You’re Not Crazy, You’re a Writer.

Anyone who has people in their head talking to them must be crazy right?


But aside from having a few screws loose, Writers sometimes describe the characters they imagine as if they are real, making their own decisions.

Your story’s hero telling you what happens next is a subject that often comes up in my writers group, particularly from one  writer I greatly admire named John. I admit it sounds pretty bonkers, but the more I write, the more firmly I believe he has a point.

John explained that he began his fantasy novel from the POV (that’s point of view for anyone who does not yet know) of a male character. A young girl, intended only as a supporting character, slowly began to impact the tale more and more. As thought she had a mind of her own, she shoved everyone else into supporting roles and took center stage. Having read large portions of John’s work, I can’t imagine the story working from anyone else’s POV. He will say she told him to boot the other guys so she could tell it how it really is.

Fantasy writers are a special breed of people who spend their lives with their heads in the clouds, myself among them. I catch myself staring off into space sometimes, a picture of some far off world that doesn’t exist dancing through my daydreams. Political intrigue, murder, magical spells, a stolen throne…

Good thing I am my own boss, or I would have been fired ages ago.

I think mental attachment to the characters in your story will serve you in the end. Let the characters go where it feels natural, and breathe your own life into them-even the bad guys. Understand their motivations, imagine how you would feel in the situation you have set for them. When you are dealing with the fantastical and unbelievable, how else are you going to make your characters relatable, or believable? You can’t really step through a portal and find yourself in a world full of pixies, unicorns, and cotton candy clouds.
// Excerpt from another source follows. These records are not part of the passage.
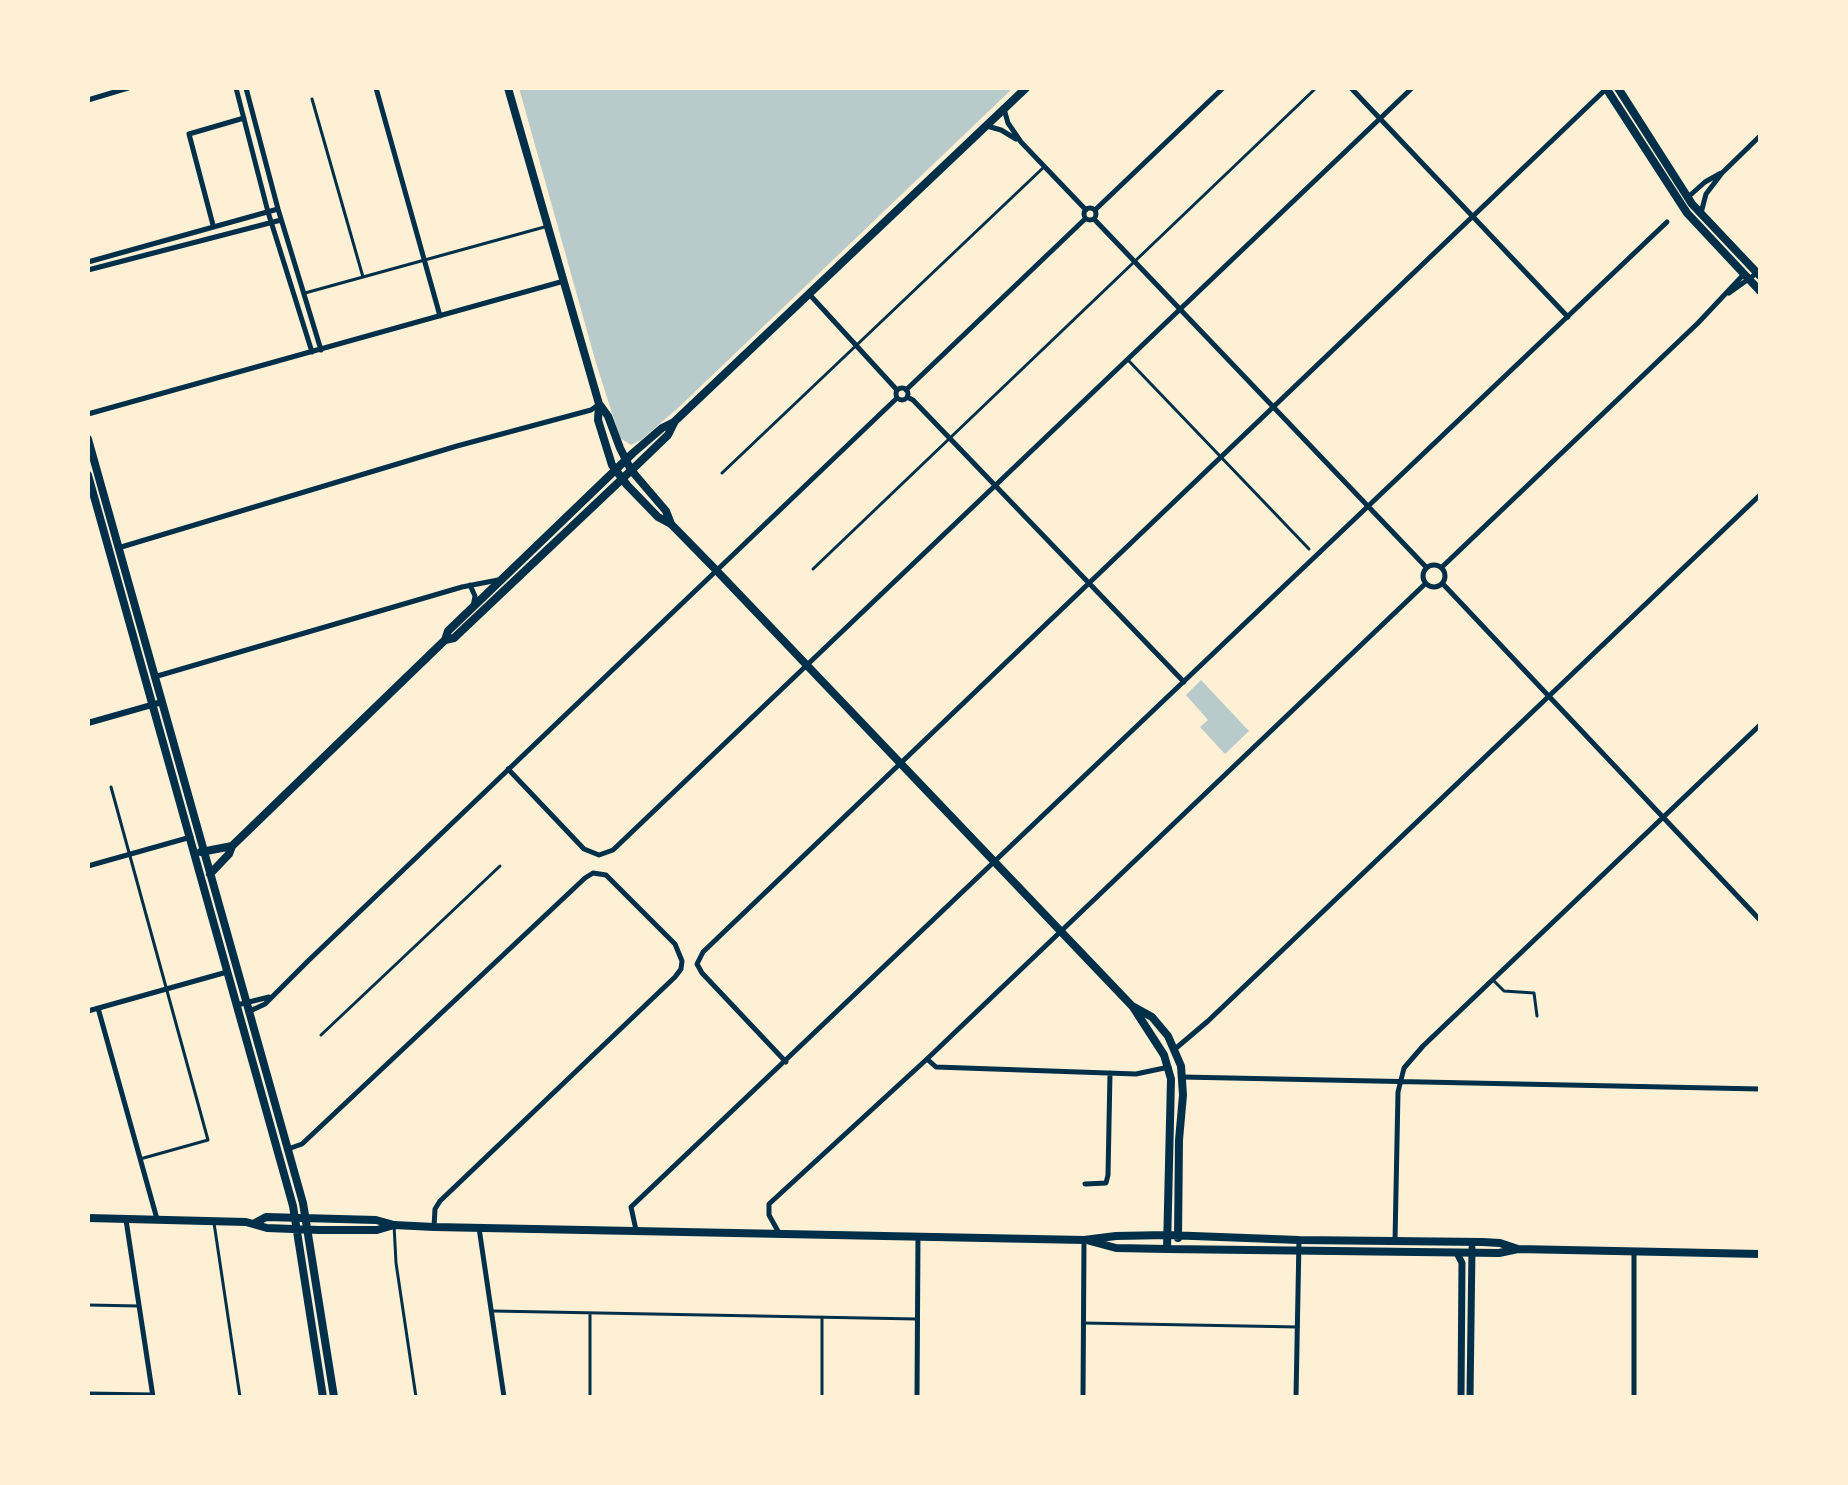 <!DOCTYPE html>
<style>
body{margin:0}
#map{position:relative;width:1848px;height:1485px;overflow:hidden;background:#fdf0d5;font-family:Mulish,sans-serif}
canvas{display:block}
.frame{position:absolute;inset:0;border:90px solid #fdf0d5;pointer-events:none}
</style>
<div id="map">
<canvas width="1848" height="1485"></canvas>
<div class="frame"></div>
</div>
<script>
const ctx = document.querySelector('canvas').getContext('2d');
ctx.lineJoin = 'round';
function fillPath(path, color) { ctx.fillStyle = color; ctx.fill(path, 'evenodd'); }
const toPath = rows => new Path2D(rows.map(r => 'M' + r).join(''));
function stroke(path, color, width, dash) { ctx.strokeStyle = color; ctx.lineWidth = width; ctx.lineCap = dash ? 'butt' : 'round'; ctx.setLineDash(dash || []); ctx.stroke(path); }
fillPath(toPath([
 [519,88,1013,88,679,407,641,440,631,445,620,438,596,363],
 [1201,680,1249,731,1225,754,1200,727,1208,720,1186,695]
]), '#b9caca');
stroke(toPath([
 [312,99,363,277],
 [305,293,548,226],
 [1128,360,1309,549],
 [722,473,1044,167],
 [813,569,1316,88],
 [111,787,208,1140,140,1159],
 [1494,981,1504,991,1534,993,1537,1016],
 [321,1035,500,866],
 [214,1223,240,1397],
 [394,1225,396,1263,416,1397],
 [88,1305,139,1306],
 [493,1311,917,1319],
 [1083,1323,1298,1327],
 [590,1397,590,1313],
 [822,1397,822,1317]
]), '#003049', 3);
stroke(toPath([
 [236,88,268,212,312,352],
 [246,88,278,209,321,350],
 [376,88,440,316],
 [1351,88,1568,317],
 [88,100,128,88],
 [1004,109,1008,123,1021,142,1086,210],
 [987,126,1001,130,1016,139],
 [1687,198,1705,182,1721,173],
 '1084 214a6 6 0 1 1 12 0a6 6 0 1 1-12 0Z',
 [1095,210,1223,88],
 [1701,213,1706,194,1722,173,1760,136],
 [1094,219,1426,567],
 [213,225,189,134,244,118],
 [88,262,278,209],
 [88,270,281,220],
 [1729,293,1757,273],
 [810,295,897,390],
 '896 394a6 6 0 1 1 12 0a6 6 0 1 1-12 0Z',
 [906,390,1085,219],
 [907,397,913,400,1184,682],
 [88,414,564,281],
 [118,548,457,446,591,410,598,405],
 '1423 576a11 11 0 1 1 22 0a11 11 0 1 1-22 0Z',
 [1442,567,1698,323,1745,273],
 [1443,584,1760,920],
 [470,585,475,596,473,607],
 [154,677,462,587,498,580],
 [508,769,584,849,599,855,613,850,1412,88],
 [88,866,191,837],
 [237,1005,269,997],
 [98,1008,157,1219],
 [88,1011,227,972],
 [248,1012,265,1004,308,961,897,398],
 [1175,1049,1208,1021,1760,495],
 [927,1059,936,1067,1136,1074,1169,1067],
 [786,1062,702,973,697,964,703,952,1606,89],
 [1182,1077,1760,1089],
 [288,1149,302,1144,585,878,593,873,606,875,675,944,682,961,681,969,675,977,440,1201,435,1209,434,1227],
 [1085,1184,1106,1183,1108,1175,1110,1073],
 [126,1220,153,1397],
 [479,1228,504,1397],
 [636,1230,631,1207,1667,222],
 [779,1233,769,1215,769,1204,927,1059,1425,584],
 [1395,1241,1398,1092,1404,1068,1423,1046,1760,725],
 [88,1394,152,1395],
 [917,1397,918,1236],
 [1083,1397,1084,1240],
 [1296,1397,1299,1240],
 [1634,1397,1634,1251]
]), '#003049', 5);
stroke(toPath([
 [88,723,162,702]
]), '#003049', 6);
stroke(toPath([
 [1457,1253,1462,1263,1461,1397],
 [1470,1397,1472,1248]
]), '#003049', 7);
stroke(toPath([
 [508,88,599,404,598,420,612,465,627,485,658,517,671,524,716,570,1133,1007,1164,1055,1171,1079,1167,1249],
 [1606,88,1687,213,1760,291],
 [1618,88,1692,204,1760,276],
 [600,405,608,416,620,448,631,470,666,511,671,524],
 [88,439,303,1203,334,1397],
 [88,475,293,1206,323,1397],
 [445,640,454,638,640,462,668,435,674,423],
 [201,852,232,846],
 [210,874,229,854,232,846,445,640,448,631,473,607,633,453,662,428,674,422,1026,88],
 [1134,1007,1152,1017,1168,1036,1181,1066,1183,1095,1179,1140,1178,1238],
 [88,1218,246,1222,267,1228,319,1230,377,1230,394,1225],
 [255,1223,266,1217,376,1220,394,1225,434,1227,1084,1240,1116,1236,1167,1235,1299,1240,1482,1242,1500,1243,1518,1249],
 [1090,1241,1116,1248,1167,1249,1499,1253,1518,1249,1760,1254]
]), '#003049', 8);
</script>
In order for a reader to be able to take that journey with you, the writer, you have to be able to put some human element into your character-even if he or she (or it) is not human.

Look at Anne Rice. In Interview with the Vampire, Lestat is this monster with no redeeming qualities. He steals life, and he uses people. A detestable, but more importantly, believable individual.  But behold the next book in the series, titled The Vampire Lestat. You see Lestat’s origins and begin to understand what makes the monster tick. Not far into that novel my heart was grieving for the character I was condemning one short book ago. I don’t know Anne Rice (how cool would it be if I did?) but I’d be willing to bet she had some idea of where Lestat came from when she was writing Interview with a Vampire. Without that depth, Lestat’s character would have been just a boring thing that went bump in the night, and nobody would have bothered to read it.

So my point is this: Let your characters talk to you. Listen to what they tell you. Understand where all of them are coming from. Tell the story they want to tell.

And if doing that makes us a little crazy, well, I’m okay with that.